Avec ses tatouages et son style désinvolte, Alix Fernz est l’un des nouveaux visages les plus intrigants (et reconnaissables) de la scène musicale montréalaise. Ce multi-instrumentiste et producteur excelle dans un univers où la pop expérimentale rencontre le post-punk. Après avoir fait ses débuts dans la scène punk-DIY avec le projet Blood Skin Atopic, Fernz s’est lancé en solo, dévoilant une musique profondément personnelle, imprégnée de contrastes à tous niveaux.
En avril dernier, il a fait paraître chez Mothland son premier album en tant qu’Alix Fernz, Bizou.
Je le rencontre au mythique Bar l’Esco, rue Saint-Denis, où il travaille depuis quelques années. S’il est plus souvent derrière le bar, il s’apprêtait ce soir-là à prendre le contrôle des lumières lors du spectacle-surprise de ses amis, Choses sauvages.

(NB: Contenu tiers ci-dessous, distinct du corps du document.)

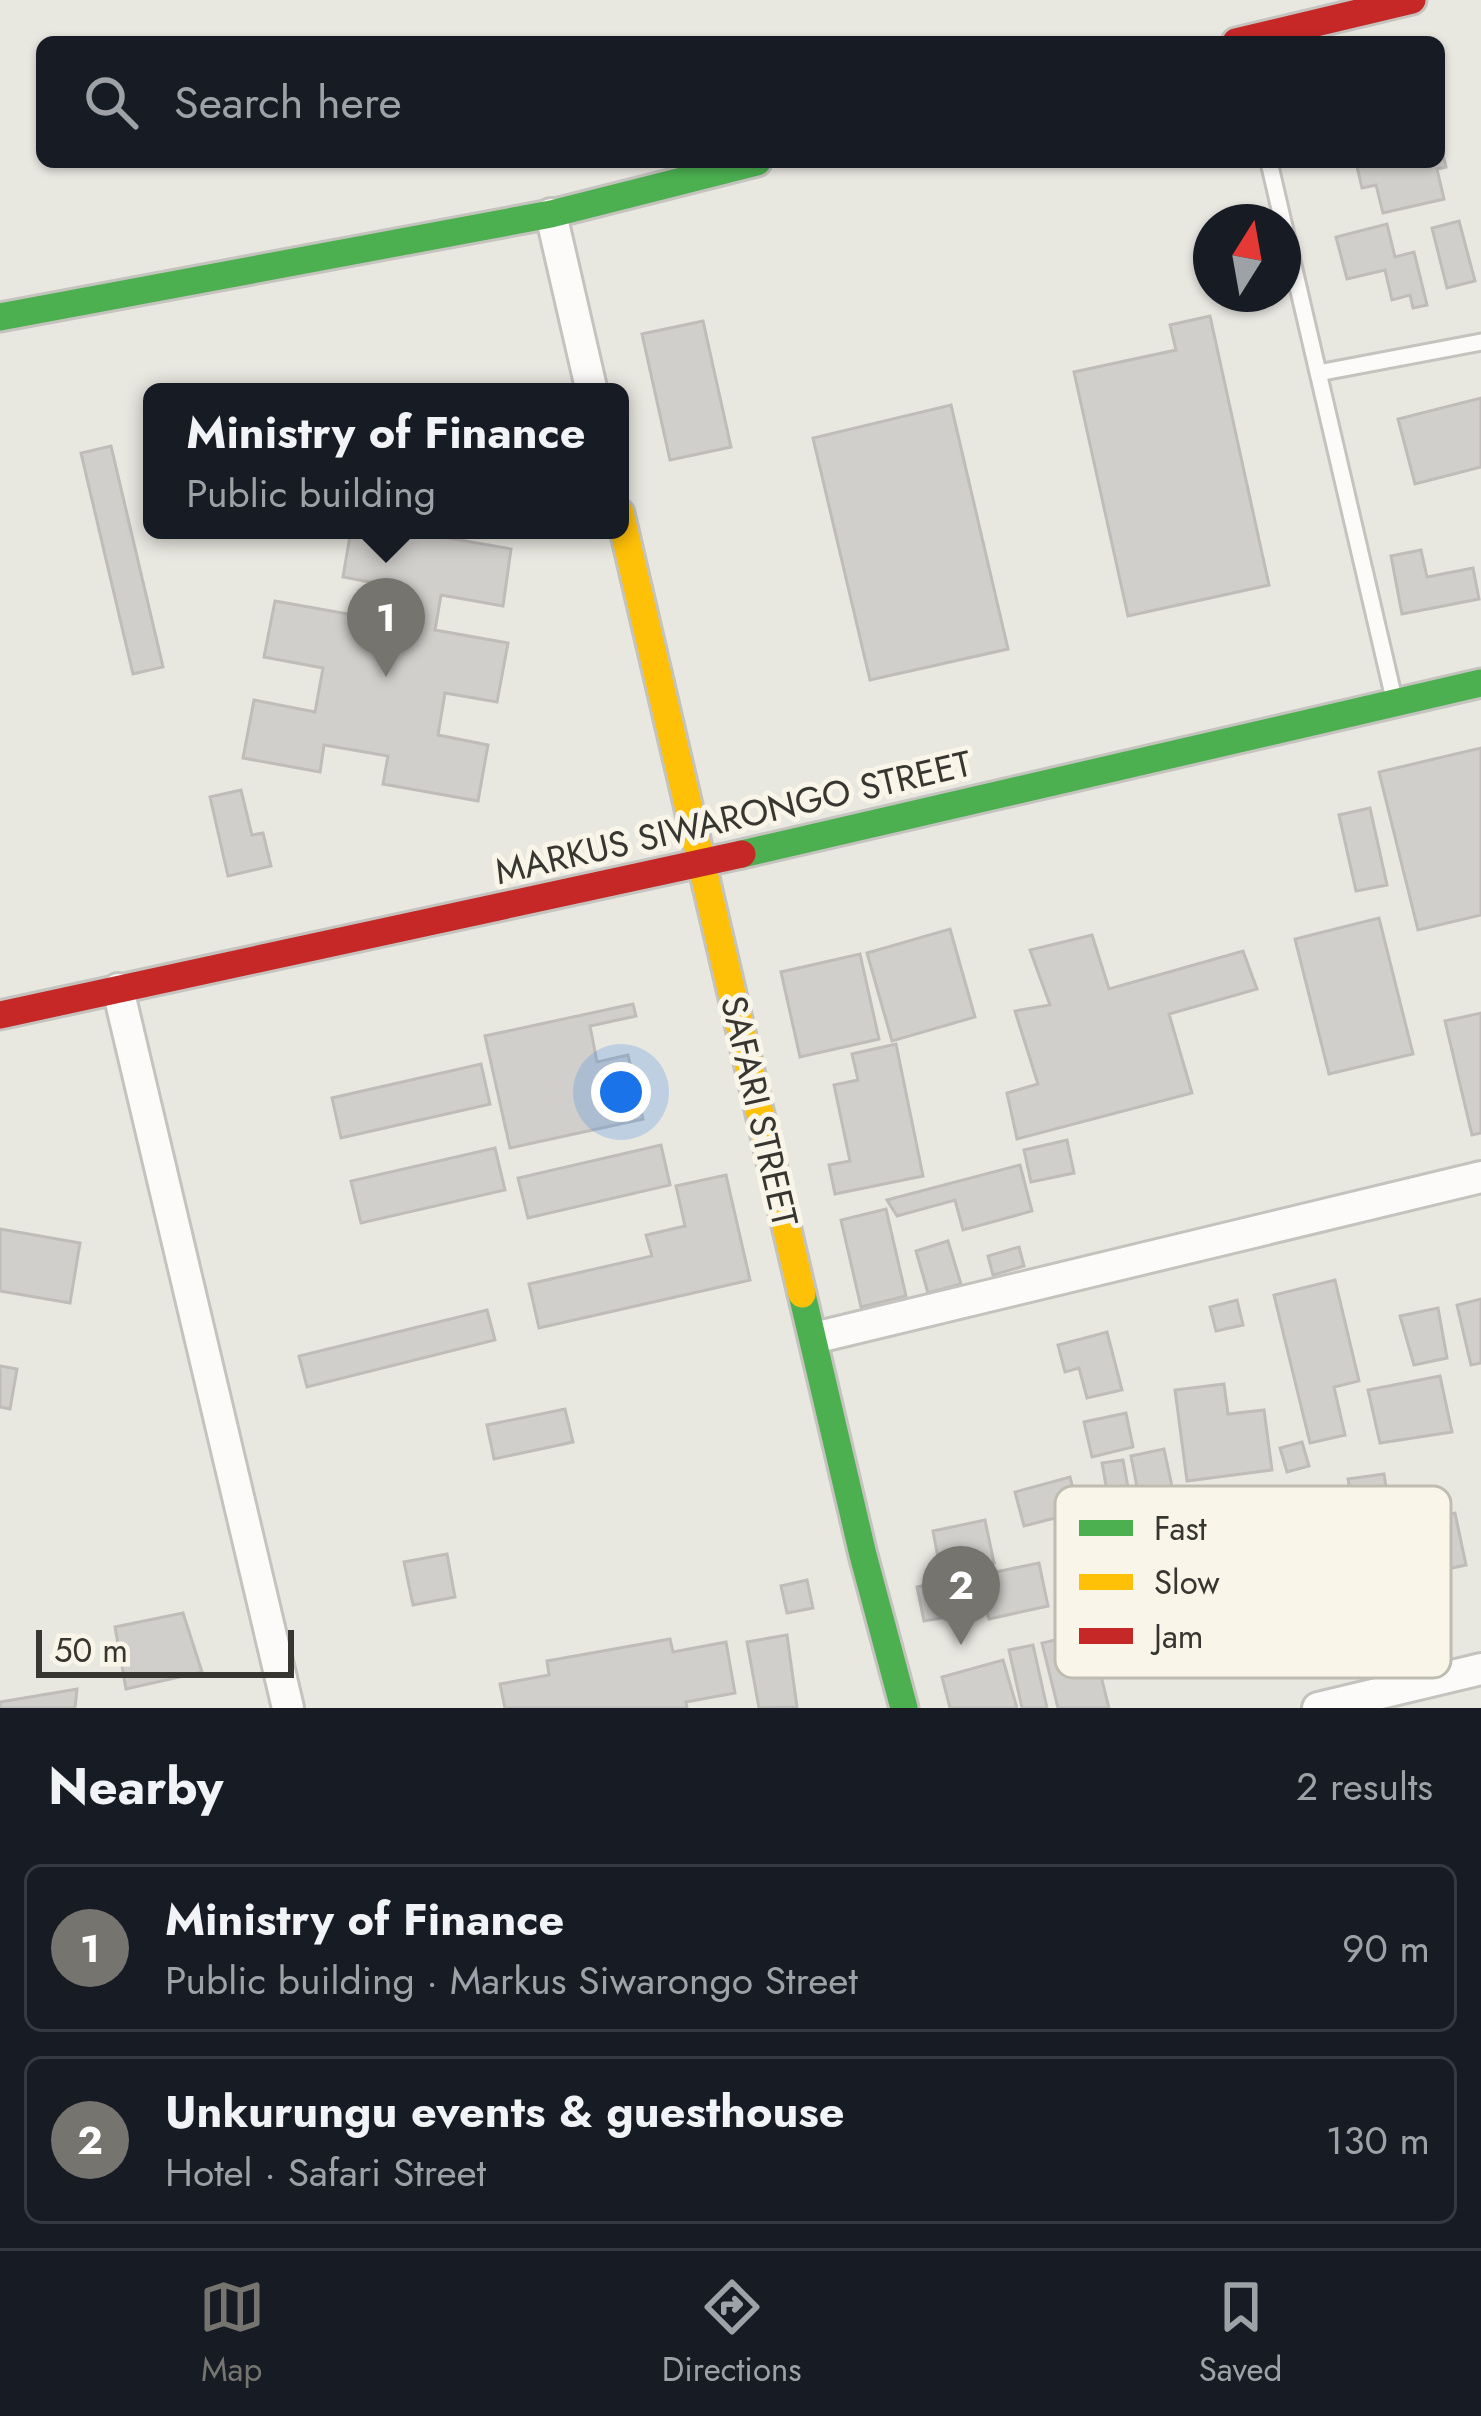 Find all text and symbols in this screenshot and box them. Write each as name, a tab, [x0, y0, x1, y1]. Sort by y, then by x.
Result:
search box	[36, 36, 1445, 168]
icon: search	[78, 69, 144, 135]
text: Search here	[174, 70, 402, 135]
north arrow	[1193, 204, 1301, 312]
popup	[143, 383, 629, 539]
text: Ministry of Finance	[186, 400, 586, 465]
text: Public building	[186, 465, 436, 522]
pin: 1	[347, 578, 425, 677]
street label: MARKUS SIWARONGO STREET	[490, 737, 977, 897]
street label: SAFARI STREET	[708, 990, 812, 1232]
your location	[591, 1062, 651, 1122]
legend	[1055, 1486, 1451, 1678]
text: Fast	[1154, 1505, 1207, 1552]
pin: 2	[922, 1546, 1000, 1645]
text: Slow	[1154, 1559, 1220, 1606]
text: Jam	[1150, 1613, 1204, 1660]
scale bar	[36, 1624, 294, 1677]
text: 50 m	[54, 1627, 128, 1674]
text: Nearby	[48, 1749, 223, 1823]
text: 2 results	[1296, 1758, 1433, 1815]
text: Ministry of Finance	[165, 1887, 564, 1952]
text: 1	[80, 1920, 100, 1977]
text: 90 m	[1342, 1920, 1430, 1977]
text: Public building · Markus Siwarongo Street	[165, 1952, 858, 2009]
text: Unkurungu events & guesthouse	[165, 2079, 845, 2144]
text: 2	[77, 2112, 103, 2169]
text: 130 m	[1326, 2112, 1430, 2169]
text: Hotel · Safari Street	[165, 2144, 486, 2201]
tab: Map	[199, 2274, 265, 2393]
tab: Directions	[662, 2274, 802, 2393]
tab: Saved	[1199, 2274, 1282, 2393]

Forcément, de travailler dans un environnement aussi dynamique et où les artistes se succèdent, ça doit aider avec la créativité.
«Absolument, dit-il. Je suis inspiré à 100% par ce que je vis ici. C’est sûr que je romance beaucoup ça, mais principalement, c’est basé sur des choses que je vis ici. J’aime représenter dans ma musique le côté obscur de la vie; je peux pas écrire de tounes heureuses moi.»

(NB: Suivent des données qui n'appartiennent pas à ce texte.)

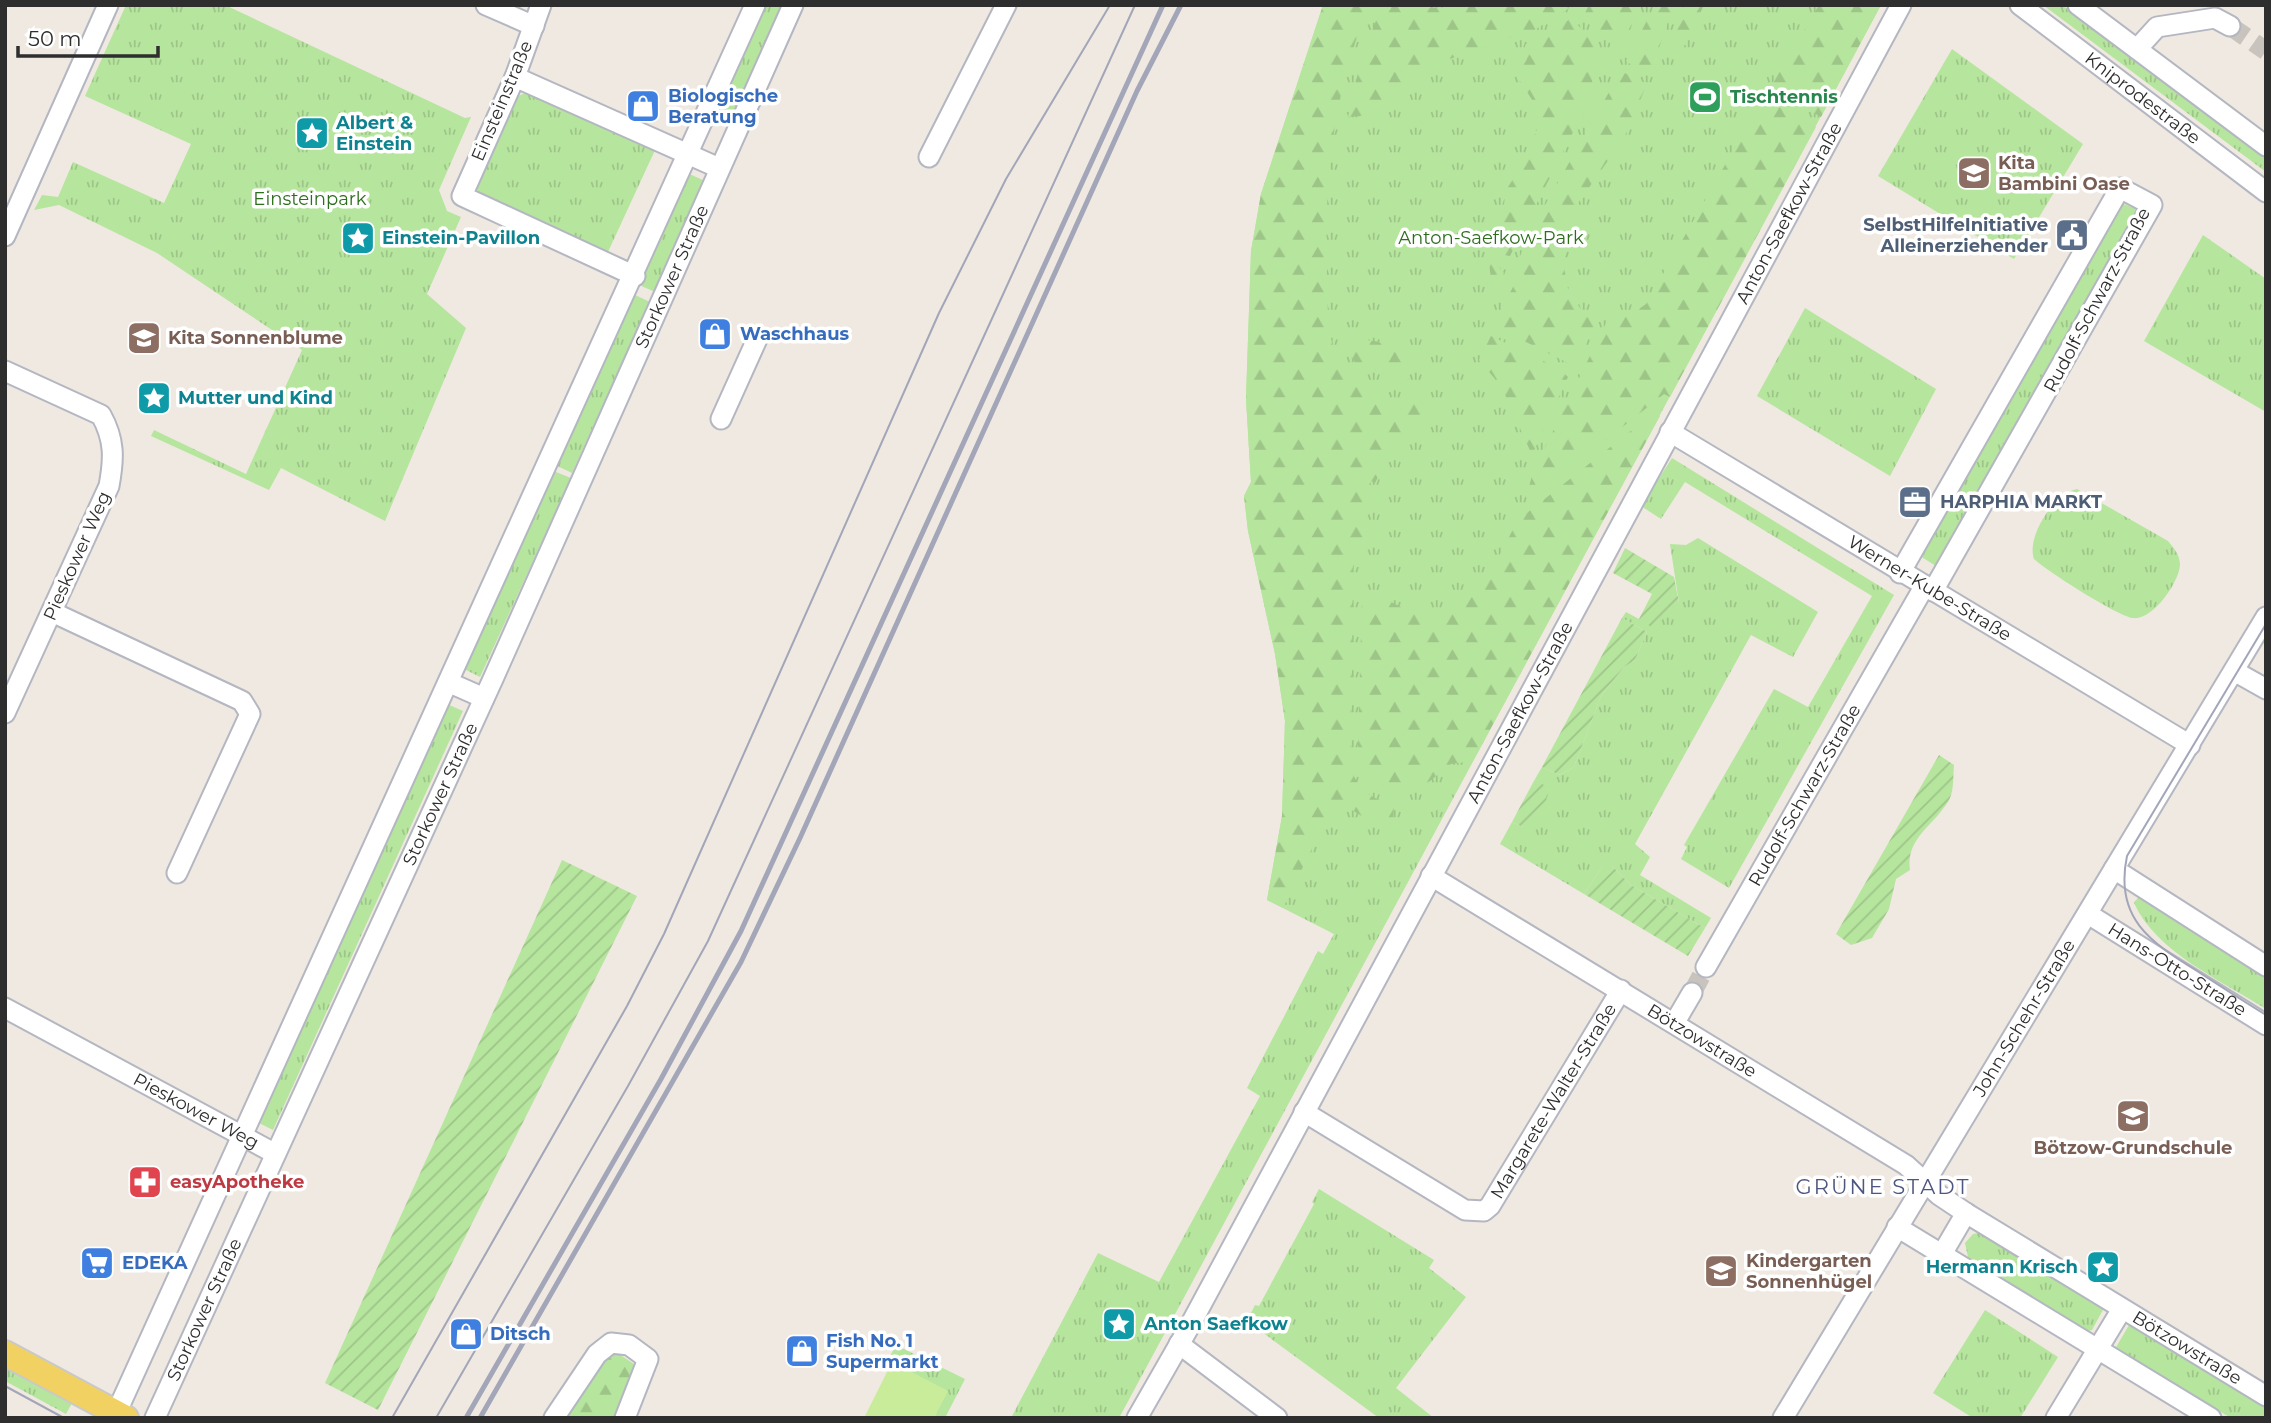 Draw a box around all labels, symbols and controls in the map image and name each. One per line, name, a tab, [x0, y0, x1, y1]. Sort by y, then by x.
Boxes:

Je lui fais remarquer que sa musique, sans tomber dans la pop ‘gomme-balloune’, a quand même une qualité lumineuse: tout n’y est pas sombre. «J’adore le contraste entre le côté pop un peu ‘rose bonbon’, avec des sujets plus dark», explique-t-il.
Comme pour tous ses projets, c’est Fernz lui-même qui a écrit l’album de A à Z, bien qu’il ait appelé des membres de son groupe pour les prises finales des instrumentaux. Pour le mixing, il a fait appel à l’aide du producteur Emmanuel Éthier, qui a déjà collaboré avec des artistes comme Corridor et Cœur de pirate. Sur Bizou, Alix Fernz combine une production à la fois dense et hypnotique, où des mélodies accrocheuses se heurtent à des sons stridents et dérangeants. Cet équilibre entre chaos et harmonie témoigne de la maturité musicale qu’a gagnée Fernz avec ce projet.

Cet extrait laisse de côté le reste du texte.